* EXERCISE MATERIALS:
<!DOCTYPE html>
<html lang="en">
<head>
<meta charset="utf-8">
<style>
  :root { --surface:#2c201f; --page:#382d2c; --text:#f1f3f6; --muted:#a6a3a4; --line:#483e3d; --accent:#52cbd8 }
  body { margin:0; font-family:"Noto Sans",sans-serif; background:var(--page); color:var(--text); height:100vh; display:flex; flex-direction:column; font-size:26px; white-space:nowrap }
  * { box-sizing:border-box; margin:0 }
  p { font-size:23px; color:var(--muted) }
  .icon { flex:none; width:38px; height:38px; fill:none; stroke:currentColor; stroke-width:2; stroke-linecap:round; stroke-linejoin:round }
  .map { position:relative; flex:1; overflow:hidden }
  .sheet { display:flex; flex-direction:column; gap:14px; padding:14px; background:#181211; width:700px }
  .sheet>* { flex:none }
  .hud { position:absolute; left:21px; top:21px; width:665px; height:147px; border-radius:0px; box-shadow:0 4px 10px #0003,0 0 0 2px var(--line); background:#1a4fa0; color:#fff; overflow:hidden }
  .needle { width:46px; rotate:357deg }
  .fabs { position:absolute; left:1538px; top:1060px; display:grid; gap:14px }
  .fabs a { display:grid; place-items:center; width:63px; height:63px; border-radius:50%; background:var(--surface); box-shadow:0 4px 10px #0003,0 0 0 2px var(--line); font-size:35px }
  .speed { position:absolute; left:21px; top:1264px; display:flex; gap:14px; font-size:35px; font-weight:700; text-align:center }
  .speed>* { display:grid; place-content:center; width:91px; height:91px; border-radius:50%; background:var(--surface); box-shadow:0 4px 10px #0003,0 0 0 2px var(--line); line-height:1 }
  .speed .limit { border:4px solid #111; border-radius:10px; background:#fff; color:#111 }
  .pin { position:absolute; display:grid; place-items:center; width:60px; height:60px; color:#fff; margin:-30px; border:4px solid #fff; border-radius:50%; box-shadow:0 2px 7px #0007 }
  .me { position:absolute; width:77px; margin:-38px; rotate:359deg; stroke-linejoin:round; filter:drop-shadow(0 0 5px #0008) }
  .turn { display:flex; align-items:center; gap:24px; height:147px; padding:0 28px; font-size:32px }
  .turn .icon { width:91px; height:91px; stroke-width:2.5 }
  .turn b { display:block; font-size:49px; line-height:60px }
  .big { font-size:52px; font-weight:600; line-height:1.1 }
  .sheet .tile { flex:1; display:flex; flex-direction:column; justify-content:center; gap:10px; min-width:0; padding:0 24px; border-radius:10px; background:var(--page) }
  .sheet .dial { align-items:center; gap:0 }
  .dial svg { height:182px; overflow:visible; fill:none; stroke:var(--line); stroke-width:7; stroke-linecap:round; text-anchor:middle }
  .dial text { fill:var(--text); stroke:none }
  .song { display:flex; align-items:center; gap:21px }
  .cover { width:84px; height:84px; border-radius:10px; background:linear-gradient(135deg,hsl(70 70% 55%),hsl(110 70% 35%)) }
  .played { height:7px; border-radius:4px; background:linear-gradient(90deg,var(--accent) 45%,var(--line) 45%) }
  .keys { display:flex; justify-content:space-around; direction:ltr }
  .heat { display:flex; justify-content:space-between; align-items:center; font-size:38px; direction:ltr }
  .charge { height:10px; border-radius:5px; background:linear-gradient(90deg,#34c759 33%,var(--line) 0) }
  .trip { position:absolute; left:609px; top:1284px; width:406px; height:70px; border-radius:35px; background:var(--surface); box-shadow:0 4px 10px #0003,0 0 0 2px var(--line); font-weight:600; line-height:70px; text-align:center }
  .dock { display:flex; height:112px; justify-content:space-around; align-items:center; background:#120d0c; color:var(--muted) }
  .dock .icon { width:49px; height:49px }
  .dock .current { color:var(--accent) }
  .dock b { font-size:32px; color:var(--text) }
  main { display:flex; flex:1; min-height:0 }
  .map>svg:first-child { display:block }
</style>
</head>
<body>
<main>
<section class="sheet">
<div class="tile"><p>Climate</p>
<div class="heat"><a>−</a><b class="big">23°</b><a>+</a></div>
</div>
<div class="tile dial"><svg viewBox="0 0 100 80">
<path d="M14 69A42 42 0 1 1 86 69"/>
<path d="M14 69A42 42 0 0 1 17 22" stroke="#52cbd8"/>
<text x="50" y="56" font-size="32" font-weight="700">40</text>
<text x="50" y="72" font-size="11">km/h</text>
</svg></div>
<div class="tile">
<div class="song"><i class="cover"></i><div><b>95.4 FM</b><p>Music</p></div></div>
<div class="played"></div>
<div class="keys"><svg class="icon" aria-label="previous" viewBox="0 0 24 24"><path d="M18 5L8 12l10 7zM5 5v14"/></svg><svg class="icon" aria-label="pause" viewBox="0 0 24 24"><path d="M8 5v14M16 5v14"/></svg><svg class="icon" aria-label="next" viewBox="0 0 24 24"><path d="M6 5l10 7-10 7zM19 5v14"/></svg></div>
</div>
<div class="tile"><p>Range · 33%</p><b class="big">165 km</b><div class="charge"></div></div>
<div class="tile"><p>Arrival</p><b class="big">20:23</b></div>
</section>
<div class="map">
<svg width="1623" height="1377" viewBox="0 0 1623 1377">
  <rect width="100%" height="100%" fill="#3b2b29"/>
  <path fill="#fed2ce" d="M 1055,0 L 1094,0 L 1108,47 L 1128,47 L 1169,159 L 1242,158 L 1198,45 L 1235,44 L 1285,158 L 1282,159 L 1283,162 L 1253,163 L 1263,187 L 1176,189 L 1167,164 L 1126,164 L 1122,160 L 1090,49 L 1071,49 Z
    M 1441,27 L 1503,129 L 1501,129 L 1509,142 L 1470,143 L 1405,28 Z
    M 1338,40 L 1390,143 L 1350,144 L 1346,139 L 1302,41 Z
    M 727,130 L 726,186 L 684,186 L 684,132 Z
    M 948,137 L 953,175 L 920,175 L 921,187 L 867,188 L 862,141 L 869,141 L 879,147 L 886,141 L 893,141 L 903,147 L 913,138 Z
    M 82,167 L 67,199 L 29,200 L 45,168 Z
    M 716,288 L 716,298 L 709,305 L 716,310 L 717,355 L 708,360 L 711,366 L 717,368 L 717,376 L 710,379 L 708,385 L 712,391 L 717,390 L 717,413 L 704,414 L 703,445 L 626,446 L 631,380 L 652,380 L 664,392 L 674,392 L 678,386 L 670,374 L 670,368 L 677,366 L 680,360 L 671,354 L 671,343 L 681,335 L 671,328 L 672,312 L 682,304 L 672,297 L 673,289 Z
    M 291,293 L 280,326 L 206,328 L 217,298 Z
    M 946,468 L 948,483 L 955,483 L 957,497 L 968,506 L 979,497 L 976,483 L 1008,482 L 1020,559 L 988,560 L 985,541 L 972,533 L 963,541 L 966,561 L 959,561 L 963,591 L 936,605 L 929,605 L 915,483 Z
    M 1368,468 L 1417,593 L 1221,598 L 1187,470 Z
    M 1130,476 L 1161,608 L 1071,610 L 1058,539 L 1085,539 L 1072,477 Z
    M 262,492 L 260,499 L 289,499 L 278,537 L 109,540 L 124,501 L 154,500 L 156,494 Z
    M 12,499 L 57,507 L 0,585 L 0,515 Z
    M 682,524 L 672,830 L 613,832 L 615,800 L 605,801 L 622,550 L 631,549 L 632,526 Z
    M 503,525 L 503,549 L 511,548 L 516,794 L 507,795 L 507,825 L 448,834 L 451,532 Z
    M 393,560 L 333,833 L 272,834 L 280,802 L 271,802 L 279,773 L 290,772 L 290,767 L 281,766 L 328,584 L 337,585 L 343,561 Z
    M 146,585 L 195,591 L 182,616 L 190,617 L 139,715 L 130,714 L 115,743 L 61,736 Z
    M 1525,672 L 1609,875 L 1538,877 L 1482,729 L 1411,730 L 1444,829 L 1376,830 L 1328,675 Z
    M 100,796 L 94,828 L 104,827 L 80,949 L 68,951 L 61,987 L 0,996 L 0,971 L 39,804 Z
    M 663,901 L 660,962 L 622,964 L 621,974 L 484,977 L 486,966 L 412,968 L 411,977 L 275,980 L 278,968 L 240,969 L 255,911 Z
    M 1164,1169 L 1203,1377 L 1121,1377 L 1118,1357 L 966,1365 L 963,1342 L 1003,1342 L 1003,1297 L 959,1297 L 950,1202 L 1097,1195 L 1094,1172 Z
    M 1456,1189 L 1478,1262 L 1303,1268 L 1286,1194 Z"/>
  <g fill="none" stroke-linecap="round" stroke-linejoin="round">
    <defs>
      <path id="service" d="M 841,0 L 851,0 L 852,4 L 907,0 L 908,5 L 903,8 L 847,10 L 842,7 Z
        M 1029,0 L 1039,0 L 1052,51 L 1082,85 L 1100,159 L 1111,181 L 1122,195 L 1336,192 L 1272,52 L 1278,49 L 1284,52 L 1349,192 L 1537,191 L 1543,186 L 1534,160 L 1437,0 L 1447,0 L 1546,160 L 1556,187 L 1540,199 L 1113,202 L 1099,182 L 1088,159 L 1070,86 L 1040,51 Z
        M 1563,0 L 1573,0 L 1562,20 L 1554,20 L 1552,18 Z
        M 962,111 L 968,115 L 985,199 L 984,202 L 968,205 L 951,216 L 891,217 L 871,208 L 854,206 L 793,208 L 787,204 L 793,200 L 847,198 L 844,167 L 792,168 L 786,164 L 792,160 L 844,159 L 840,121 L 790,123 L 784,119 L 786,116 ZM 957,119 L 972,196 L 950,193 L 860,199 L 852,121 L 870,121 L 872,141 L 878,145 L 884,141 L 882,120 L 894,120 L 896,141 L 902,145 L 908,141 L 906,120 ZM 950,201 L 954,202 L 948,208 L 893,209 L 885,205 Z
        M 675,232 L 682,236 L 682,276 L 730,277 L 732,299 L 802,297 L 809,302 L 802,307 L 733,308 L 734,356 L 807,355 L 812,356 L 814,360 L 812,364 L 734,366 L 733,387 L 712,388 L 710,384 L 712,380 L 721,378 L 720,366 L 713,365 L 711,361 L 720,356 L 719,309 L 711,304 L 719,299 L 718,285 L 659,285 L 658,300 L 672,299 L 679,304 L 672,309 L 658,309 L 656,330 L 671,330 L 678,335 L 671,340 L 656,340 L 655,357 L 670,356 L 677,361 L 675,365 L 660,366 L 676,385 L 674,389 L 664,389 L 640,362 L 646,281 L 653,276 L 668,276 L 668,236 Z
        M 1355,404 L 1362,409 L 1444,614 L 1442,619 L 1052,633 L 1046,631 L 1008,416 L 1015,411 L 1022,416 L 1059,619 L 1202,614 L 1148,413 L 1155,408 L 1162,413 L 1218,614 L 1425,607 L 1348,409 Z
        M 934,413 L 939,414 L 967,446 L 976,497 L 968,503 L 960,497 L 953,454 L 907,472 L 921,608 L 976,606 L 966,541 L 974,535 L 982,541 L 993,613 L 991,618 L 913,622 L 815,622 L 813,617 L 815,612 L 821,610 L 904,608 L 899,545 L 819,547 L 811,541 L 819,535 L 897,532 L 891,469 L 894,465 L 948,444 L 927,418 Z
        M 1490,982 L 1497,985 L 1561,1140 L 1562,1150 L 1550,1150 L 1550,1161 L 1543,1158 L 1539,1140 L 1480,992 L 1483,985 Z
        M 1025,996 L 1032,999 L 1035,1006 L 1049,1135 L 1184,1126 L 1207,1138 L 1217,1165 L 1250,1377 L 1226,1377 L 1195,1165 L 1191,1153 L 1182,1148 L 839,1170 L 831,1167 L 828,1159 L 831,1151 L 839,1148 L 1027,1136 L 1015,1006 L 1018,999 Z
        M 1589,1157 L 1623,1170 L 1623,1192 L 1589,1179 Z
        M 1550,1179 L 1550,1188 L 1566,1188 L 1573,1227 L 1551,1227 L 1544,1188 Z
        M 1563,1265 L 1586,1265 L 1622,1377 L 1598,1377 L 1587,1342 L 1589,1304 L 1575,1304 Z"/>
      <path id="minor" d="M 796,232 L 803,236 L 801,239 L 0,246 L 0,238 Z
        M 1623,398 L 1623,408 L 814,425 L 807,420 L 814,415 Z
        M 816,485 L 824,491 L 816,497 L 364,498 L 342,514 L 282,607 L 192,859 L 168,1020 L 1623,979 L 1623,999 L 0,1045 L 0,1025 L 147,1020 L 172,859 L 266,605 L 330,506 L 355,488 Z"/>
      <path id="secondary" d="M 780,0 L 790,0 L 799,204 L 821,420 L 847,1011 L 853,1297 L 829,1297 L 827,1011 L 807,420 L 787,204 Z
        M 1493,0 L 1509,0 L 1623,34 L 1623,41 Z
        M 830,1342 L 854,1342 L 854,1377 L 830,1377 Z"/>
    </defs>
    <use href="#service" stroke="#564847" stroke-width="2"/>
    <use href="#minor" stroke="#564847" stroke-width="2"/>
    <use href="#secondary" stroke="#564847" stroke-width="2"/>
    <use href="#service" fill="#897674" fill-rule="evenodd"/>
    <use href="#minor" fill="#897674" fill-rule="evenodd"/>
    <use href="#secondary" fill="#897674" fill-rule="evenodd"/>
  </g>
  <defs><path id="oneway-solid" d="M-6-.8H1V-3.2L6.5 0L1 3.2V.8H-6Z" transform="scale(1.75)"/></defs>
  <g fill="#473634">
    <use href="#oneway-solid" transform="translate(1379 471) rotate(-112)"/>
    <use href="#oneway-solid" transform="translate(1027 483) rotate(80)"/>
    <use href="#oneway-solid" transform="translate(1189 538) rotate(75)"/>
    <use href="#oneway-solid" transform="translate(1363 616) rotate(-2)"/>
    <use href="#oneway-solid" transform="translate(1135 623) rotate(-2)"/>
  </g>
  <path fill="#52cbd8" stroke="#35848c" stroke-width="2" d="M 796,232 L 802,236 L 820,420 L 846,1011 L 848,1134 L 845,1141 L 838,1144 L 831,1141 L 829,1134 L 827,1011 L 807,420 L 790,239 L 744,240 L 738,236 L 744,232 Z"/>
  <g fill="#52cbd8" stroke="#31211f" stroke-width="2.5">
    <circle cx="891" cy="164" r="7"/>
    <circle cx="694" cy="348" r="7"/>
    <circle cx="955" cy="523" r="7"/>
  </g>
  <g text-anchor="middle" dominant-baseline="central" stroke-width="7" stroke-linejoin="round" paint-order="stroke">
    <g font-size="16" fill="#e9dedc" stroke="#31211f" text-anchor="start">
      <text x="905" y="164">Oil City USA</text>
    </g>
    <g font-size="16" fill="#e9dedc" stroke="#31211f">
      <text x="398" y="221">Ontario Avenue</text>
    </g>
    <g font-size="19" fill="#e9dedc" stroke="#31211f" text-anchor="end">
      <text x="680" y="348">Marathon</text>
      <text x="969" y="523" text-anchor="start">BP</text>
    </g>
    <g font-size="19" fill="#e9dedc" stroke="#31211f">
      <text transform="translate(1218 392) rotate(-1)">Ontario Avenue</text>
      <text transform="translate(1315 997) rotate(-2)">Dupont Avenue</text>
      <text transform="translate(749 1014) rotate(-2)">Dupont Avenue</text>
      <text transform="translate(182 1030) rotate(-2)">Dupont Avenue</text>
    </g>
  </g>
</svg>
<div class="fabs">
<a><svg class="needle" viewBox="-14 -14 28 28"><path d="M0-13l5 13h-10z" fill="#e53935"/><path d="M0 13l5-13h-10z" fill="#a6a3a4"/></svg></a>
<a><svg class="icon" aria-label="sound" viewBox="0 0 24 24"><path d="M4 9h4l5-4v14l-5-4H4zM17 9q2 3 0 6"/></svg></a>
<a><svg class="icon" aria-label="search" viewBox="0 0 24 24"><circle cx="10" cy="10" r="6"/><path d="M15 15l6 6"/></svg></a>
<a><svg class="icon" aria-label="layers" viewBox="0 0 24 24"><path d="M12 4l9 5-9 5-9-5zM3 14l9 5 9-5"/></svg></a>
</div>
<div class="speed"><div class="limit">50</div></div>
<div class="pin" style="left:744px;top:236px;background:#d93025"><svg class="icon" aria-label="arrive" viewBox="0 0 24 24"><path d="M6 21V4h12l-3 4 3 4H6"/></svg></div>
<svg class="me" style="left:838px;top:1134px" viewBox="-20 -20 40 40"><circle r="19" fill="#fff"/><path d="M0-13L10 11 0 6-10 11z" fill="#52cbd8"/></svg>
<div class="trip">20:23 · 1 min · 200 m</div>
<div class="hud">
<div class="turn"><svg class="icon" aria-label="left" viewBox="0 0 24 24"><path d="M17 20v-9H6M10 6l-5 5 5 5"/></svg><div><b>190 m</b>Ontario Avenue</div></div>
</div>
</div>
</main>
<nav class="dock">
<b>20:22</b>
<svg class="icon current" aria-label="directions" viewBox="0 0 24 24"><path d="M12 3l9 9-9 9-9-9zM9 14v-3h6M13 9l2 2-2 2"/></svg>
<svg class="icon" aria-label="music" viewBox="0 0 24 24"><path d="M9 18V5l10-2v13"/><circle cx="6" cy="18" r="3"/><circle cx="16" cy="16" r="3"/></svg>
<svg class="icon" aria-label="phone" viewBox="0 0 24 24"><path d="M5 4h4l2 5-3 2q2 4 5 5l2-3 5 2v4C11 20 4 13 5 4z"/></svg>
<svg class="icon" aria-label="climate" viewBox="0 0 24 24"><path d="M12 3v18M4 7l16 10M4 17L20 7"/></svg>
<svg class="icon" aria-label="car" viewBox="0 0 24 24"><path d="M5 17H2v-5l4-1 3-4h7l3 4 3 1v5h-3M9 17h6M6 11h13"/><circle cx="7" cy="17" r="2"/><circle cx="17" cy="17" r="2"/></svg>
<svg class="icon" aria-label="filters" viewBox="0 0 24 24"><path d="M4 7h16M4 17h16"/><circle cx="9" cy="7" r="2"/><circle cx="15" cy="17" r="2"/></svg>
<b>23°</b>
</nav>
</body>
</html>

* TASK DESCRIPTION: From the listing above, the lines starting with the one that has "position:relative; flex:1; overflow:hidden" and running through the one that has "display:block; font-size:49px; line-height:60px" should be copied exactly, ends included.

* RESPONSE AREA:
  .map { position:relative; flex:1; overflow:hidden }
  .sheet { display:flex; flex-direction:column; gap:14px; padding:14px; background:#181211; width:700px }
  .sheet>* { flex:none }
  .hud { position:absolute; left:21px; top:21px; width:665px; height:147px; border-radius:0px; box-shadow:0 4px 10px #0003,0 0 0 2px var(--line); background:#1a4fa0; color:#fff; overflow:hidden }
  .needle { width:46px; rotate:357deg }
  .fabs { position:absolute; left:1538px; top:1060px; display:grid; gap:14px }
  .fabs a { display:grid; place-items:center; width:63px; height:63px; border-radius:50%; background:var(--surface); box-shadow:0 4px 10px #0003,0 0 0 2px var(--line); font-size:35px }
  .speed { position:absolute; left:21px; top:1264px; display:flex; gap:14px; font-size:35px; font-weight:700; text-align:center }
  .speed>* { display:grid; place-content:center; width:91px; height:91px; border-radius:50%; background:var(--surface); box-shadow:0 4px 10px #0003,0 0 0 2px var(--line); line-height:1 }
  .speed .limit { border:4px solid #111; border-radius:10px; background:#fff; color:#111 }
  .pin { position:absolute; display:grid; place-items:center; width:60px; height:60px; color:#fff; margin:-30px; border:4px solid #fff; border-radius:50%; box-shadow:0 2px 7px #0007 }
  .me { position:absolute; width:77px; margin:-38px; rotate:359deg; stroke-linejoin:round; filter:drop-shadow(0 0 5px #0008) }
  .turn { display:flex; align-items:center; gap:24px; height:147px; padding:0 28px; font-size:32px }
  .turn .icon { width:91px; height:91px; stroke-width:2.5 }
  .turn b { display:block; font-size:49px; line-height:60px }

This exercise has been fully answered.